Since total thyroidectomy involves removal of almost all thyroid tissue, it is expected that relapse would be rare. In our experience, all 7 patients with GD/TPP who underwent total thyroidectomy had an uneventful recovery with no significant complications. Although all patients required life-long thyroxine replacement after surgery, thyroid function was easier to manage. Interestingly, rate of hypoparathyroidism appeared comparatively lower in this group of patients [19].

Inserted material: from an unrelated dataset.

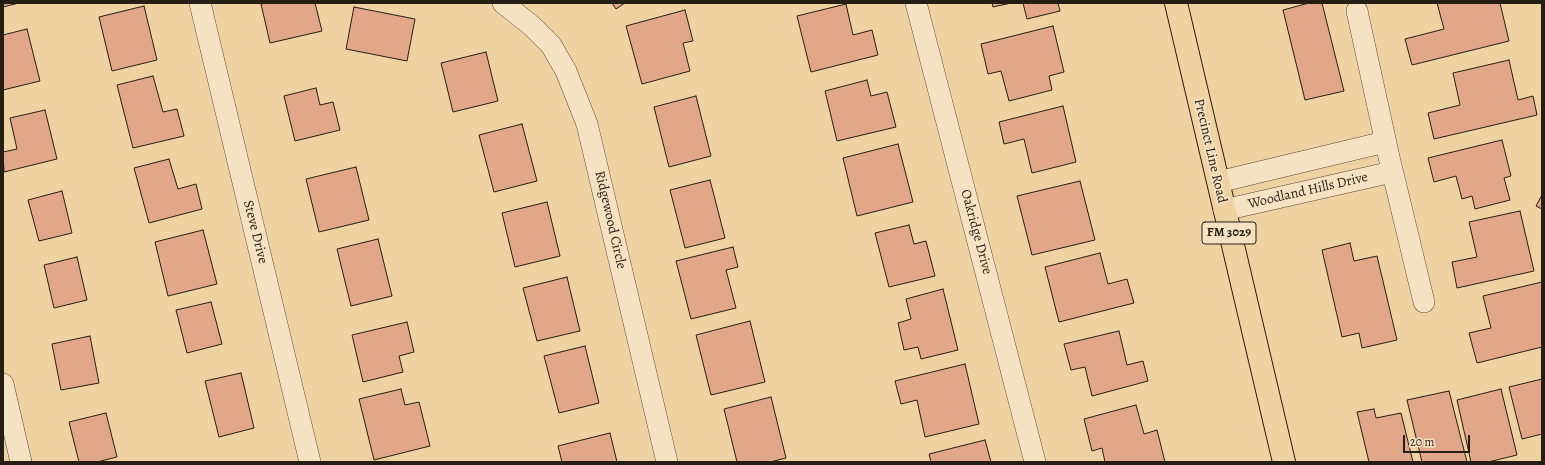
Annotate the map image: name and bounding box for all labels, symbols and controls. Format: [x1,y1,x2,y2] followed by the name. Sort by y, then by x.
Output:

Despite these findings, we would like to acknowledge several shortcomings. Firstly, since this was a retrospective analysis that relied on the accuracy of a prospectively collected database, selection biases were inevitable. For example, patients with thyrotoxic or TPP relapses might have been more likely captured by the CDARS database than those without relapses because the former would have had multiple admissions and a greater chance of being captured by the database. Moreover, some important data such as TRAb titre, goiter volume by USG, and degree of ophthalmopathy were not routinely checked in our center but could be significant factors for disease relapses. Thirdly, despite a relatively long study period, there were few patients eligible for analysis and so this study might have been underpowered to detect smaller differences.

5. Conclusion

Patients with GD/TPP appeared to have a greater chance of thyrotoxic and paralysis relapse when managed by ATD alone. As a result, clinicians should consider more definitive treatment such as surgery or RAI as the primary treatment modality for patients with GD/TPP. If RAI is chosen over surgery, a higher dose (>550 MBq) should be used to minimize future relapses with an understanding that permanent hypothyroidism might be inevitable.

Conflict of Interests

The authors declare that there is no conflict of interests regarding the publication of this paper.

Authors’ Contribution

Rita Yuk-Kwan Chang, Brian Hung-Hin Lang, Ai Chen Chan, and Kai Pun Wong were involved in the review of literature, acquisition of data, and drafting and completing the paper. Brian Hung-Hin Lang conceived the study, participated in the coordination and the acquisition of data, and helped to draft the paper. All authors read and approved the final paper.